The decision was rationalized by invoking the “Spirit of Aloha,” whatever that might mean.
“The spirit of Aloha clashes with a federally-mandated lifestyle that lets citizens walk around with deadly weapons during day-to-day activities,” the opinion reads.

“The history of the Hawaiian Islands does not include a society where armed people move about the community to possibly combat the deadly aims of others.”

The members of Hawaii’s’ Supreme Court may need a history lesson.

According to the National Park Service, “Warfare was a familiar part of early Hawaiian life.” Furthermore, “Aspiring young chiefs practiced the arts of warfare with great intensity.”

“Large-scale political activity and territorial expansion by conquest were characteristic” in the islands.

That doesn’t sound like Kumbaya and the peaceful bliss of a manmade utopia. It sounds more like the Hawaii Supreme Court is denying human nature.

The high court’s decision stems from an incident in 2017. Christopher Wilson, a Hawaiian, was detained and charged with improperly carrying a firearm and ammunition, according to Fox News.

Wilson’s firearm was unregistered in Hawaii. He didn’t have a gun permit. He said he purchased the firearm in Florida in 2013. In court, Wilson argued the charges violated the Second Amendment.

The Hawaii high court, however, explicitly rejected the U.S. Supreme Court’s interpretation of the Second Amendment in 2008’s District of Columbia v. Heller, according to The Reload.

The Hawaii court also ignored 2022’s New York State Rifle and Pistol Association v. Bruen.

In both cases, the U.S. Supreme Court held that there is a constitutionally protected right to carry firearms.

The Hawaii high court’s decision was a symbolic flipping off of the Constitution.

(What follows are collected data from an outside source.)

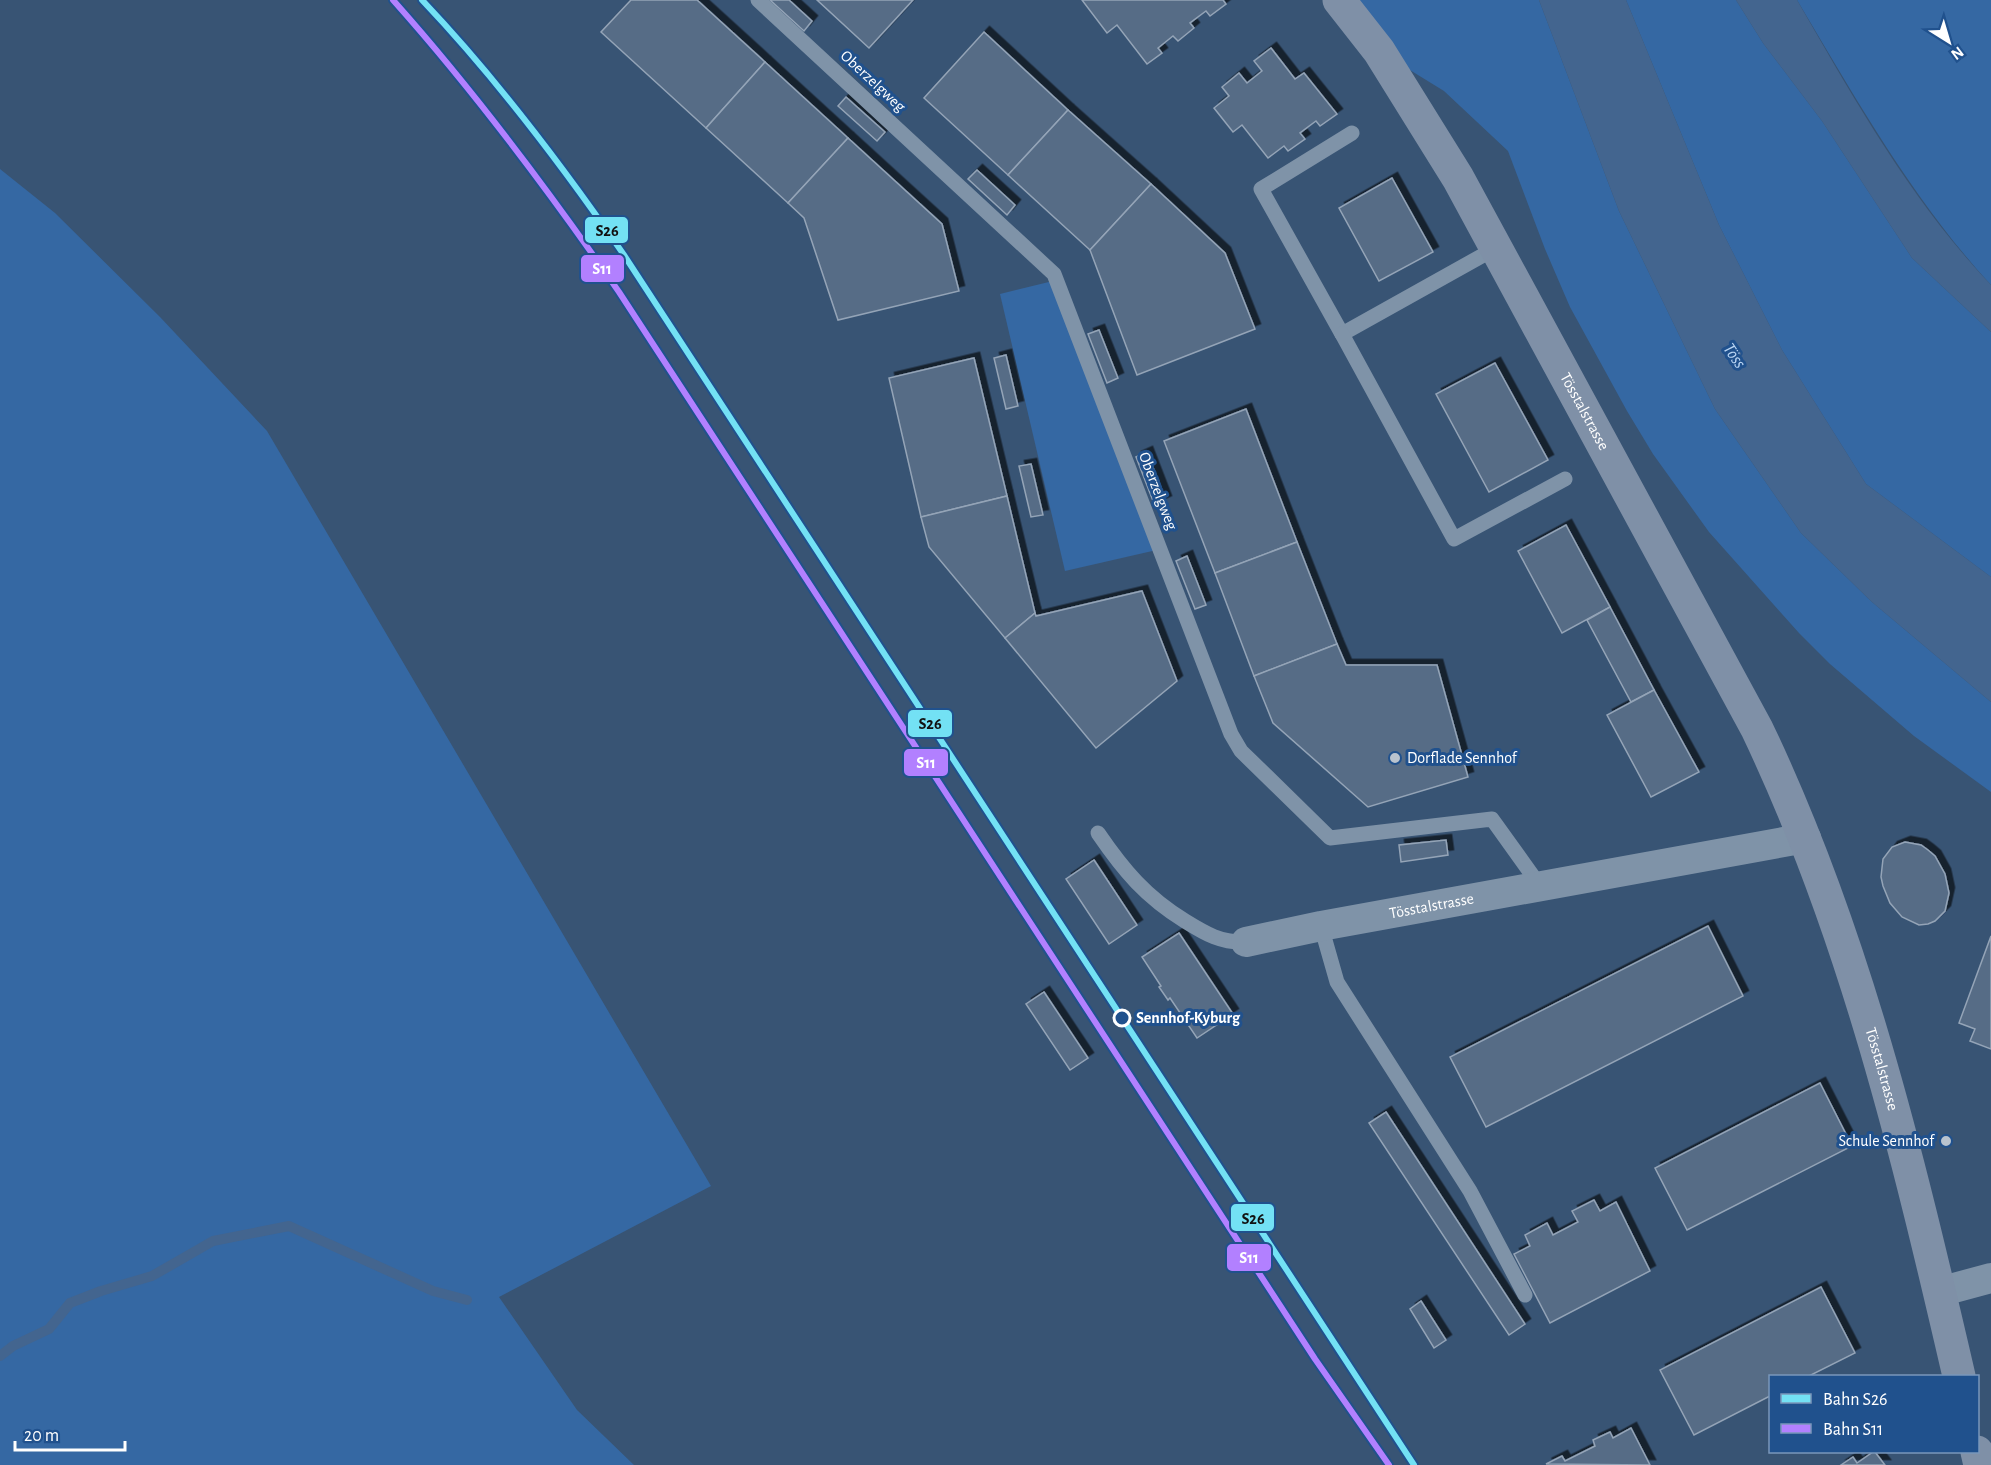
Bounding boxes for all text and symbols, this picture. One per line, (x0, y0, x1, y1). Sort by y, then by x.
north arrow (1919, 12, 1979, 72)
text: N (1948, 43, 1967, 63)
street label: Oberzelgweg (838, 47, 909, 115)
line badge: S26 (584, 216, 629, 244)
text: S26 (595, 223, 619, 239)
line badge: S11 (580, 254, 625, 283)
text: S11 (592, 261, 612, 277)
water label: Töss (1719, 340, 1749, 372)
street label: Tösstalstrasse (1557, 370, 1612, 453)
street label: Oberzelgweg (1136, 450, 1180, 532)
line badge: S26 (907, 709, 953, 738)
text: S26 (918, 716, 942, 732)
line badge: S11 (903, 748, 949, 777)
place label: Dorflade Sennhof (1407, 750, 1518, 766)
marker: Dorflade Sennhof (1388, 751, 1402, 765)
text: S11 (916, 755, 936, 771)
street label: Tösstalstrasse (1388, 890, 1475, 921)
marker: Sennhof-Kyburg (1113, 1009, 1131, 1027)
place label: Sennhof-Kyburg (1136, 1010, 1241, 1027)
street label: Tösstalstrasse (1862, 1026, 1901, 1112)
place label: Schule Sennhof (1838, 1133, 1935, 1149)
marker: Schule Sennhof (1939, 1134, 1953, 1148)
line badge: S26 (1230, 1203, 1275, 1232)
text: S26 (1241, 1211, 1265, 1227)
line badge: S11 (1226, 1243, 1272, 1272)
text: S11 (1239, 1250, 1259, 1266)
legend (1769, 1375, 1979, 1453)
text: Bahn S26 (1823, 1391, 1888, 1409)
scale bar (15, 1414, 124, 1452)
text: Bahn S11 (1823, 1421, 1883, 1439)
text: 20 m (24, 1427, 59, 1445)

“As the world turns, it makes no sense for contemporary society to pledge allegiance to the founding era’s culture, realities, laws, and understanding of the Constitution.”

The opinion went so far as to quote a line from the HBO TV series “The Wire.” Eddins wrote, “The thing about the old days, they the old days.”

George Washington University law professor Jonathan Turley commented on the decision. “Hawaii apparently is controlled not by the precedent of the Supreme Court but the ‘spirit of Aloha.’”

“While Queen Liliʻuokalani would be pleased, the justices on that ‘other’ Supreme Court may view such claims as more secessional than spiritual.”

Turley wasn’t done. “The hyperbole of the decision does not mean that the Hawaii Supreme Court is prepared to defy the United States Supreme Court.”

If the Hawaii decision is allowed to stand, each state will have the right to interpret not only the 2nd Amendment but the Constitution any way they like.

On that day, the American Republic will be dead.